Walt sat down at his desk and began skimming through the opposition’s responses to his discovery. The more he read, the angrier he became. “Objection …. Objection… Objection …” Before the responses could hit the floor, he was hammering away on an email:
Re: meet and confer
Gustavo:
This email serves as my effort to meet and confer under the rules. I have received and reviewed your objections to my discovery. They are without merit and frivolous. Please respond by providing all documents and interrogatory answers by tomorrow by 3:52 p.m. or I will file a motion to compel. Thanks.
Walt
Moments later, Gus glanced at his iPhone and looked to clear that annoying red badge in the corner of his email app icon. Walt’s “meet and confer” email was not well received. Gus was quick to respond:
I got your email. My objections were proper. It is your discovery requests that were frivolous. And if you remember, in Utah it’s no longer called a motion to compel, it’s called a statement of discovery issues. See you in court. Gus
Sent from my iPhone
After this brief exchange, can Walt properly certify that he conferred in good faith with opposing counsel? Surely not. To meet and confer in good faith takes more. Under Utah’s federal local rules it requires, “[a]t a minimum, … prompt written communication sent to the opposing party:
- identifying the discovery disclosure/request(s) at issue, the responses(s) thereto, and specifying why those responses/objections are inadequate, and;
- requesting to meet and confer, either in person or by telephone, with alternative dates and times to do so.

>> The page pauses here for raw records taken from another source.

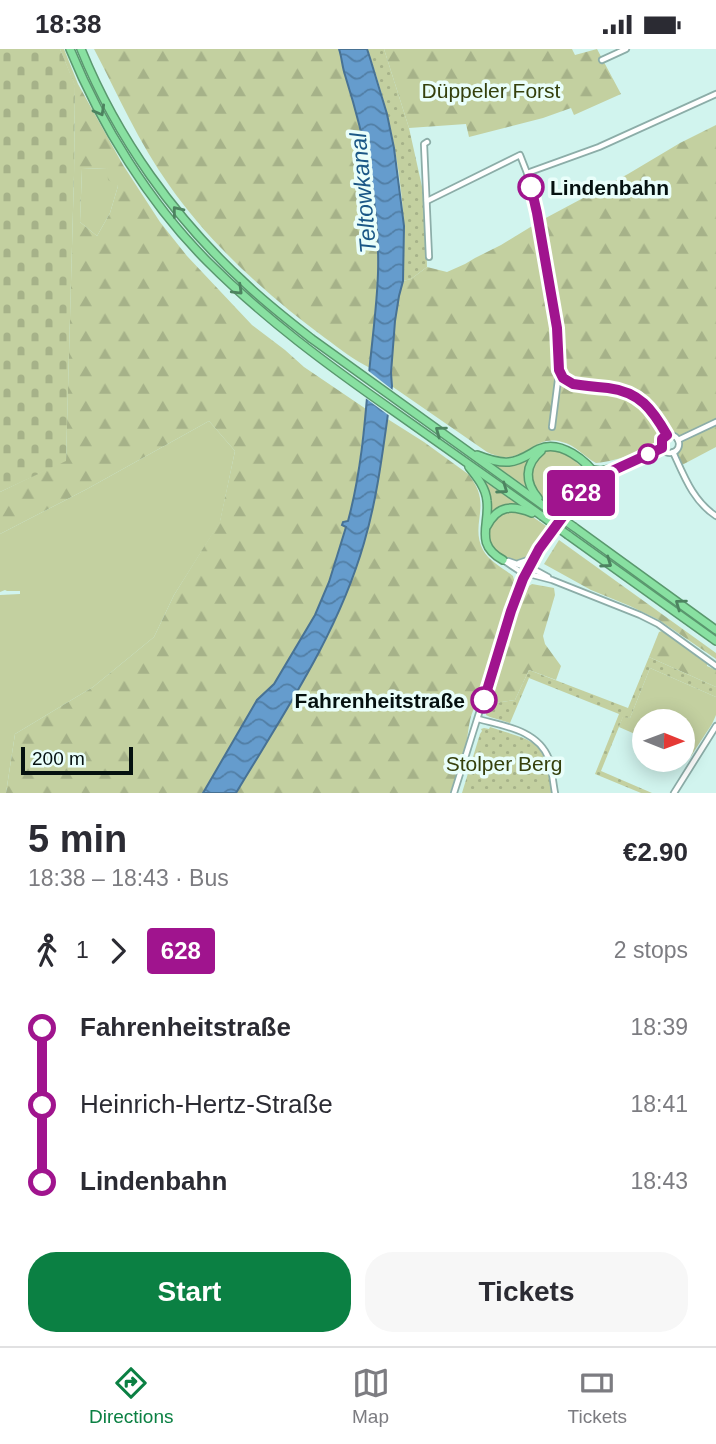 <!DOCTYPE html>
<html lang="en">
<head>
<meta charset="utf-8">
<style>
	body { margin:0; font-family:Helvetica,sans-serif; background:#f7f7f7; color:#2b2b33; height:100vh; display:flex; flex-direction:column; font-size:26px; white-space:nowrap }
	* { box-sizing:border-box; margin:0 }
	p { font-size:23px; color:#7c7c81 }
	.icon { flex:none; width:38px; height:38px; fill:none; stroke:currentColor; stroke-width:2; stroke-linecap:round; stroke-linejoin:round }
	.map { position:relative; height:744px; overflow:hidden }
	.drawer { display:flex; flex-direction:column; background:#fff; flex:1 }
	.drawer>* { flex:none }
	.badge { padding:0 14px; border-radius:5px; font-size:24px; line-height:46px }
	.needle { width:46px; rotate:91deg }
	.buttons { position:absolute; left:632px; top:660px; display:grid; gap:14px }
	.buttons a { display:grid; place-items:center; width:63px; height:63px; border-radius:50%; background:#fff; box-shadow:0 4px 18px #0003; font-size:35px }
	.scale { position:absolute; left:21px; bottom:18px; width:112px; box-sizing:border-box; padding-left:7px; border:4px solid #051110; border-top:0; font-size:19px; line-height:24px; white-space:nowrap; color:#051110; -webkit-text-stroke:5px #e9fefa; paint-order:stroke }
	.map>.badge { position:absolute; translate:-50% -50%; box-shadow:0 0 0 4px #fff }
	.legs { display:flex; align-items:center; gap:10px; height:77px; padding:0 28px; font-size:23px }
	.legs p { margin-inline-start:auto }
	.summary { display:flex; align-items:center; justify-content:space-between; height:119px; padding:0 28px }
	h1 { font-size:38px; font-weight:600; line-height:52px }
	.action { display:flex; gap:14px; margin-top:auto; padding:14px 28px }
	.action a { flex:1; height:80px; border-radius:28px; background:#0b8043; color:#fff; font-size:28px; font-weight:600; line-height:80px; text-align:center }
	.action a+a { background:#f7f7f7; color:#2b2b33 }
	ul { padding:0 28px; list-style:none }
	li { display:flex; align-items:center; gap:24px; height:77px; font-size:26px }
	li i { display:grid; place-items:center; width:10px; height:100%; margin:0 9px; background:currentColor }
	li i::after { content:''; width:18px; height:18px; margin:-9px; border:5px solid; border-radius:50%; background:#fff }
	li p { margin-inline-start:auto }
	li:first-child i { background:linear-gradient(#0000 50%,currentColor 0) }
	li:last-child i { background:linear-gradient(currentColor 50%,#0000 0) }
	.status { display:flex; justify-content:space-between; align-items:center; height:49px; padding:0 35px; background:#fff; direction:ltr }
	.status svg { height:19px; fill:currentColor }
	.dock { display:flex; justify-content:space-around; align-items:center; height:98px; border-top:2px solid #e1e1e2; background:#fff; font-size:19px; color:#7c7c81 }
	.dock a { display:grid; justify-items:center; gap:4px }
	.dock .selected { color:#0b8043 }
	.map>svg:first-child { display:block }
	.green { fill:#c3d0a0 }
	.forest { fill:url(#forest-firs); fill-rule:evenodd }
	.cemetery { fill:url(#cemetery-stones) }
	.park { fill:url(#park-dots) }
	.water { fill:url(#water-waves); stroke:#487294; stroke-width:2 }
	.pier { fill:#d1f4ee }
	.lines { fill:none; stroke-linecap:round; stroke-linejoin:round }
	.minor-casing { stroke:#8cada8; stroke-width:8 }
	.highway-casing { stroke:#5a986e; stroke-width:10 }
	.minor { stroke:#fff; stroke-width:4.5 }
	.highway { stroke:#88e0a1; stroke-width:7 }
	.highway-bridge-casing { stroke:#5a986e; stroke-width:10; stroke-linecap:butt }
	.highway-bridge { stroke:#88e0a1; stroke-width:7 }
	.oneway { stroke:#4d8360 }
	.line-1-casing { stroke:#fff; stroke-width:16 }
	.line-1 { stroke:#a0148e; stroke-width:10 }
	.stop-1-dot { fill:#fff; stroke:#a0148e; stroke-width:3.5 }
	.labels { text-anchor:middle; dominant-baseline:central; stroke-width:7; stroke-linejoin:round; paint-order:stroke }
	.park-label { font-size:21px; fill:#35400c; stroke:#e9fefa }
	.stop-label { font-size:21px; font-weight:bold; fill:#051110; stroke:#e9fefa; text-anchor:start }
	.water-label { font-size:23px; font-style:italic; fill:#1a5786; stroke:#e9fefa }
</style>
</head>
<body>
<div class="status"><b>18:38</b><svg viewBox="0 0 49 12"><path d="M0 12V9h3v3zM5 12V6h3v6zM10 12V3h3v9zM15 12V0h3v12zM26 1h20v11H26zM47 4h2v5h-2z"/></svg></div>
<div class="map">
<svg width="716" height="744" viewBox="0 0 716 744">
	<defs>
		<pattern id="forest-firs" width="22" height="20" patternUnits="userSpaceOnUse" patternTransform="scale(1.75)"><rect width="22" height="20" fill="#c3d0a0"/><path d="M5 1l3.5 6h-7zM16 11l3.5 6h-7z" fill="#a6b289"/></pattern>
		<pattern id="cemetery-stones" width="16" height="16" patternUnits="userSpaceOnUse" patternTransform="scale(1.75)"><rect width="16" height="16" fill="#c3d0a0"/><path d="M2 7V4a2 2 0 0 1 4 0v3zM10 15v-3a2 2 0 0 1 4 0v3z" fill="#a6b289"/></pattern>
		<pattern id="park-dots" width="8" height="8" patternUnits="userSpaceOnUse" patternTransform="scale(1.75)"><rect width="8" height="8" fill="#c3d0a0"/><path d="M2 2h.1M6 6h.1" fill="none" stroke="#a6b289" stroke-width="1.8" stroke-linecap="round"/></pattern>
		<pattern id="water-waves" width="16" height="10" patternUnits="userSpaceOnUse" patternTransform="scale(1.75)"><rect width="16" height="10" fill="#659ccd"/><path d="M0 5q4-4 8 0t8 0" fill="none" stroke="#517ea5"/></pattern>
	</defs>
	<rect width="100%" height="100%" fill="#d1f4ee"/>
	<g class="green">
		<polygon points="107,119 118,137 110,164 97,187 80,173 82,120"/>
		<polygon points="209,372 235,402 220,473 174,546 154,588 93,638 15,685 6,744 0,744 0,546 20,545 20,542 7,542 5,541 0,543 0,485 87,440"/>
		<path d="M549,401C566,402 580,413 588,428L562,463C552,456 541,450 534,440C525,425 534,407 549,401Z"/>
		<polygon points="536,404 531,411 532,442 490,413 499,415"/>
		<polygon points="481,430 520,457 490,469"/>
		<path d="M511,461L527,464L549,479C543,490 533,508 520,512C516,514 514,512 510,510C492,503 478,485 496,468C500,465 506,463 511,461Z"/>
		<polygon points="650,619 716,648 716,666 712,675 691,707 683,704 682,672 644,672 644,689 619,678 623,667 630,669"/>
	</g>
	<g class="forest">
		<path d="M60,0H64L78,35L123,116L160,173L187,207L252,276L285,301L304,318L366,360L356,439L348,472L343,473L342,476L347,478L329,533L315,566L274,635L257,651L203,744H6L15,685L93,638L154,588L174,546L220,472L235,402L209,372L87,440L0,485V443L66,411L74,126L75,37ZM107,119L108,131L118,137L110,164L97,187L80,173L82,120Z"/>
		<path d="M94,0H339C342,9 342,18 345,26C358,68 371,113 376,157C382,211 374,265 370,319C354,311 340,300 325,289C269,248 209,194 169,136C139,94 118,46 94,0Z"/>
		<polygon points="384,0 572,0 575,6 597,0 621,45 574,66 571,59 543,69 469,88 466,75 409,79"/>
		<path d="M716,76V398L682,416L677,405L683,391L681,388L666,383L662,386L659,394C635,404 622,411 596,414C584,408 576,396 562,393C539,386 530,405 509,408C501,409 494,406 487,403L393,338C389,312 394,256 403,232L411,230L427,218L447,223L465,215L475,209L501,196L542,171L628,125L680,94Z"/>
		<path d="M386,369L424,393L468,425C494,456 469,473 483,501C489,512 503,519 513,527L514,531L500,587L478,653C470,663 469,677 467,690C463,708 456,726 450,744H236C255,712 274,679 294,647C307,624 322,601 333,576C364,510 379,441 386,369Z"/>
		<polygon points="559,491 716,604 716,610 659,571 630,557 591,541 544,515"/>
		<polygon points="532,535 554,539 555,546 543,587 545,595 561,617 556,631 529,621 515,651 488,655 513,573 529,537"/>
		<polygon points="662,582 707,615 707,617 716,621 716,638 649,608 659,583"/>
	</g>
	<polygon class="cemetery" points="0,0 60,0 75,36 74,126 66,412 0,443"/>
	<g class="park">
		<path d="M367,0H384L409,79L425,151L427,218L411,230L403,232C403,213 405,195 404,177C401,117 388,56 367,0Z"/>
		<polygon points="649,608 716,638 716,648 650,619 630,669 623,668 601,722 652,744 641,744 595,725 619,665 529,629 510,674 490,668 486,666 488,655 515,651 529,621 628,659"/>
		<path d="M490,678C539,694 544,690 552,744H462L480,685L482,682L481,680L484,679L489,680Z"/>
	</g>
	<path class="water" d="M339,0H367L370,9L387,65L394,99L404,177L403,232L399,247L395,272L391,324L392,337C384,390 379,443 364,494C338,585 284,664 236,744H203L257,651L274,635L315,566L329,533L346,478L342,476L343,473L348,472C361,424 365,374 369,325C372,291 377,257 378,224C380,156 365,90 345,26C342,17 342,9 339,0Z"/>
	<polygon class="pier" points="366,320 394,342 391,368 364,348"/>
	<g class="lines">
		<defs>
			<g id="minor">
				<polyline points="602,11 626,0"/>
				<polyline points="427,93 424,95 429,208"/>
				<polyline points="527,124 599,98 716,45"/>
				<path d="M427,152L520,106L527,124L537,164L557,279L559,321L563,329L573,335C585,337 596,338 608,339C640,343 652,360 667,386"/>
				<polyline points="552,378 559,323"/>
				<circle cx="670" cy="395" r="9"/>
				<polyline points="678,391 716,373"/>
				<path d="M673,403C684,427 693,452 716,467"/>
				<polyline points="618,419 662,399"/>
				<polyline points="503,511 521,523 552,531 640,566 658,575 716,617"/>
				<polyline points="508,512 537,522 548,528"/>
				<polyline points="519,514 528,511 534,504"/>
				<path d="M478,670C504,677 538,681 549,710C552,721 553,733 555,744"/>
				<polyline points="454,744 511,562 528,519 539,500 584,441 594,432 610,423"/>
				<polyline points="674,744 716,677"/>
			</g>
			<g id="highway">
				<path d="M70,0C101,76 150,155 208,213C265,270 329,317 395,363C444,398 493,432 542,467"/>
				<path d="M81,0C117,89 175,170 246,235C267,255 289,272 312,290L548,460"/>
				<path d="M477,406C487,410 498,414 509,413C521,412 529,405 539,400C560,390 587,412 598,429"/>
				<path d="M469,418C477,428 486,439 487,452C490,477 474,495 503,511"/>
				<polyline points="585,419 594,432"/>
				<polyline points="593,421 601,422 620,418"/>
				<path d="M538,449C525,434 524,416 541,402"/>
				<path d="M487,477C498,456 512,456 532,464"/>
				<polyline points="574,478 716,581"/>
				<polyline points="568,486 716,592"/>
			</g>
		</defs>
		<use href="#minor" class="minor-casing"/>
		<use href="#highway" class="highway-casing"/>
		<use href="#minor" class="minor"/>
		<use href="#highway" class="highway"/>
		<defs>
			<g id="highway-bridge">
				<polyline points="548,460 574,478"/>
				<polyline points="542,467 568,486"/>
			</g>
		</defs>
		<use href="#highway-bridge" class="highway-bridge-casing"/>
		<use href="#highway-bridge" class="highway-bridge"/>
	</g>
	<defs><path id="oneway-chevron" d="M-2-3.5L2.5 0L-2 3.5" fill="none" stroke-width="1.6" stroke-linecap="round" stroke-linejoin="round" transform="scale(1.75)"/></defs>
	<g class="oneway">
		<use href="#oneway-chevron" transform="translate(100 62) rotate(61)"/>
		<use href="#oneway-chevron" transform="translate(177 162) rotate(-129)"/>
		<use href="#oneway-chevron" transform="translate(238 241) rotate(44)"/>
		<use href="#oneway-chevron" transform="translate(440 382) rotate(-144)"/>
		<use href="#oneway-chevron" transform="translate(503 440) rotate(35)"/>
		<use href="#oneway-chevron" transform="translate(607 514) rotate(35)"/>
		<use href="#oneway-chevron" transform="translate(680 555) rotate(-144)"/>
	</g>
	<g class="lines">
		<defs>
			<path id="line-1" d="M484,651L511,562L523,530L539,500L575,451L589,435L601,427L662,399V390L667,386C652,360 640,343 608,339C596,338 585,337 573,335L563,329L559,321L557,279L537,164L531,138"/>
		</defs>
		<use href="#line-1" class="line-1-casing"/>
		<use href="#line-1" class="line-1"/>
	</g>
	<g class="stop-1-dot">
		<circle cx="531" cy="138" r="12"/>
		<circle cx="648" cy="405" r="9"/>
		<circle cx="484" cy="651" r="12"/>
	</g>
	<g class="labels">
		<g class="park-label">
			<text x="491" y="41">Düppeler Forst</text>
			<text x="504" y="714">Stolper Berg</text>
		</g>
		<g class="stop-label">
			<text x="550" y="138">Lindenbahn</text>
			<text x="465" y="651" text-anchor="end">Fahrenheitstraße</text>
		</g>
		<g class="water-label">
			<text transform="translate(363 144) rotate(-95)">Teltowkanal</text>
		</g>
	</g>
</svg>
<div class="buttons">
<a><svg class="needle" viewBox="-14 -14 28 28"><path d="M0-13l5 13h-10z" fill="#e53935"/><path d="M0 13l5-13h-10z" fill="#7c7c81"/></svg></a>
</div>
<div class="scale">200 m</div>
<b class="badge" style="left:581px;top:444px;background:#a0148e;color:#fff">628</b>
</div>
<section class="drawer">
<div class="summary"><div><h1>5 min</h1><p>18:38 – 18:43 · Bus</p></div><b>€2.90</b></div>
<div class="legs"><svg class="icon" aria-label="walk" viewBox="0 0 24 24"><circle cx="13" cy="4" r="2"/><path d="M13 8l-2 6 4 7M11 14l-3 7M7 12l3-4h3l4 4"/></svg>1<svg class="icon" aria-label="forward" viewBox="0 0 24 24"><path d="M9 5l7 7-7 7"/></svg><b class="badge" style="background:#a0148e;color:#fff">628</b><p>2 stops</p></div>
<ul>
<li><i style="color:#a0148e"></i><b>Fahrenheitstraße</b><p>18:39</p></li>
<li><i style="color:#a0148e"></i><span>Heinrich-Hertz-Straße</span><p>18:41</p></li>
<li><i style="color:#a0148e"></i><b>Lindenbahn</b><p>18:43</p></li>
</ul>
<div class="action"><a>Start</a><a>Tickets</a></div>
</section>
<nav class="dock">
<a class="selected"><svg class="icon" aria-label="directions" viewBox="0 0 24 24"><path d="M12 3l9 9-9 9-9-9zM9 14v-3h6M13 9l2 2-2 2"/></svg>Directions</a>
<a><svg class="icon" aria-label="map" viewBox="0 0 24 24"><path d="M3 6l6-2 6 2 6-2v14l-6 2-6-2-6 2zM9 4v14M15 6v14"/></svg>Map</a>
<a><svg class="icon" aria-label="tickets" viewBox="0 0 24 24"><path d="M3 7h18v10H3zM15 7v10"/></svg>Tickets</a>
</nav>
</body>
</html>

This standard is consistent with what many courts describe as necessary to meet the obligation in good faith:
- Compass Bank v. Shamgochian, 287 F.R.D. 397, 400 (S.D. Tex. 2012) (“Plaintiff’s single letter unilaterally identifying flaws in Defendant’s discovery responses and setting an arbitrary response deadline for Defendant would seem to be inadequate, as it does not equate to a good faith conferral or attempt to confer”).
- Shuffle Master, Inc. v. Progressive Games, Inc., 170 F.R.D. 166, 172 (D. Nev. 1996) (reasoning that a single demand letter was insufficient as there was no effort at “personal or telephonic consultation during which the parties engage in meaningful negotiations or otherwise provide legal support for their position”)
- Williams v. Board of County Com’rs of Unified Gov’t of Wyandotte County, 192 F.R.D. 698, 699 (D. Kan. 2000) (clarifying that “sending unanswered correspondence to opposing counsel demanding discovery be produced by a specific deadline” does not satisfy the duty to confer)
- Cotracom Commodity Trading Co. v. Seaboard Corp., 189 F.R.D. 456, 459 (D. Kan. 1999) (explaining that “parties do not satisfy the conference requirements simply by requesting or demanding compliance with the requests for discovery” by an arbitrary deadline, because the parties need to “deliberate, confer, converse, [and] compare views”)
Discovery is miserable enough. It’s expensive. And it’s easy to be a jerk about it in written communication. But when two lawyers make an honest and good faith effort to hash something out over the phone or in person it usually avoids the need for court intervention. That’s the point. There is give and take, but there is almost always common ground. The meet and confer is intended to resolve the issue before a court must decide it.
Walt is now hip to the meet and confer standards …
Re: Meet and confer
Gus:
I am writing to bring an issue to you regarding your responses to my client’s discovery requests. Specifically, you objected to Request for Production No. 3 on the basis that it is “irrelevant and not reasonably calculated to lead to admissible evidence.” As you know, your client sued XYZ Corp. claiming he was wrongfully terminated. Mr. Jones, your client’s best friend, testified in his deposition that he saw a list that your client wrote up titled, “Scheme to take money from XYZ by claiming I was wrongfully terminated.” We think that document is relevant and should be produced.
Please consider this matter and let’s have a call to discuss. I am available on Monday and Tuesday of next week between 9:00 a.m. and 3:30 p.m. Just let me know what time works for you. Thanks.
Walt
Gus reviewed the email. Sounded reasonable enough …
Walt,
Let’s do it at 10:15 Monday morning … You call me.
By the way, have you ever wondered why those signs in public restrooms that say “Employees must wash their hands,” don’t say that “Everybody must wash their hands”? Just a thought. Talk to you Monday.